Кончилось все это тем, что Главный получил новое назначение, а на его место был выдвинут Вавилов. Это главным образом и выручило Картужного.

- А куда девали вашего Главного? - поинтересовался Калугин, встретив Терлецкого, которого знал еще по работе в комитете комсомола института, где они оба когда-то учились, правда, на разных факультетах: Калугин на самолетостроительном, а Терлецкий на радиотехническом.

- Выдвинули.

- Вверх или вниз?

- Как тебе сказать… Пожалуй, вбок. Есть такой способ. Кабинет у него теперь по метражу примерно такой же, как был. Секретарша… - Терлецкий сделал обеими руками округлые движения у своего туловища, показав этим бесспорные достоинства новой секретарши их бывшего шефа. - И «Волга» такая же, как была, черная. Только ведает он вопросами, которые… как бы это сказать… которые пощупать нельзя. У них результаты - не металл. И не, скажем, решения, которые потом в металл обратятся… А так: сотрясение воздусей… Понятно? - Терлецкий для ясности поводил перед собой в пространстве рукой.

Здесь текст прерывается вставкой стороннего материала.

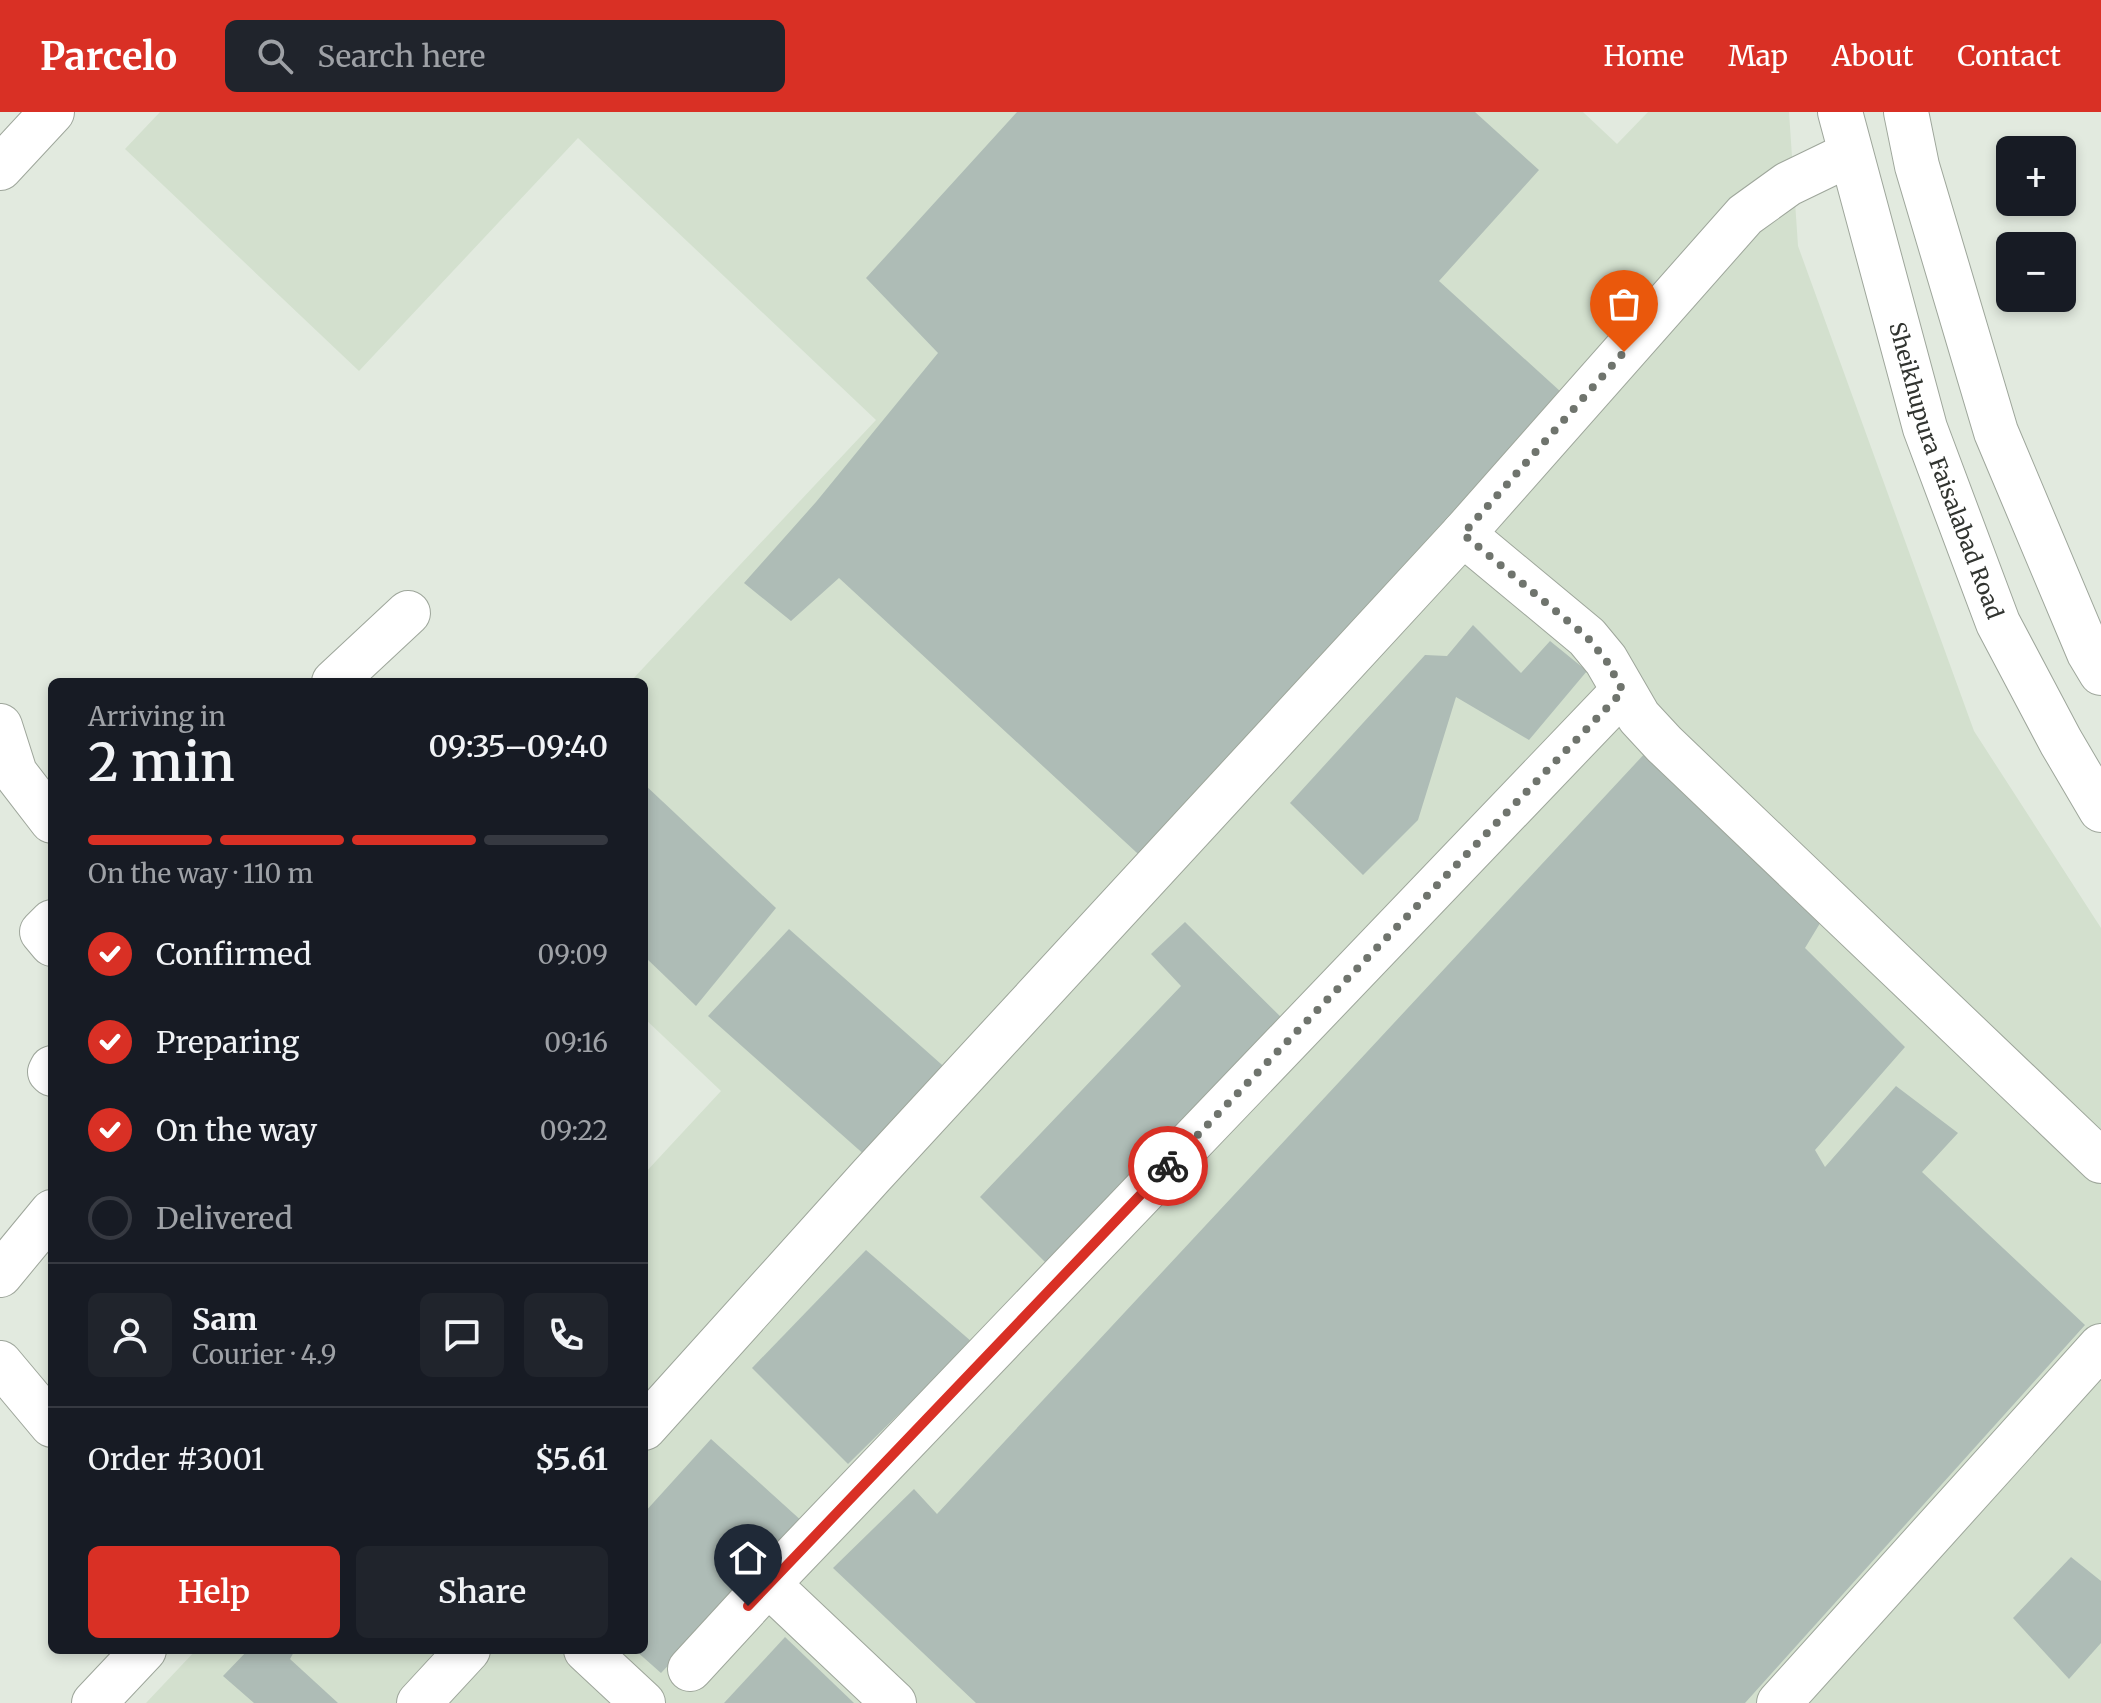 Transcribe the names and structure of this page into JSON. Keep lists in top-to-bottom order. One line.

Да, Калугину было понятно. Такое выдвижение - вбок - он даже одобрил: «С учетом личности выдвигаемой персоны…» И вообще: хорошо, когда задача может быть решена несколькими способами. Это иногда бывает очень удобно.

…Предварительное заключение готовилось полным ходом.

- В понедельник представим на утверждение, - обещал, отвечая на очередной звонок «сверху», Вавилов. - Самое позднее, во вторник.

В ясное (все еще упорно ясное!) воскресное утро Литвинов ехал по загородному шоссе. Как всегда в выходной день, движения на дорогах было мало, грузовые машины почти совсем не попадались, да и легковые встречались редко. Ехать было легко и бесхлопотно - ни тебе обгонов, ни разъездов со встречными. Справа по ходу, за невысокими холмами, чувствовалась река - оттуда через открытые боковые стекла слегка тянуло влагой. Негустые рощицы и поляны по обеим сторонам дороги тогда, в середине шестидесятых годов, еще не отступили под натиском строек расширяющегося города (сегодня в этих местах большие жилые массивы).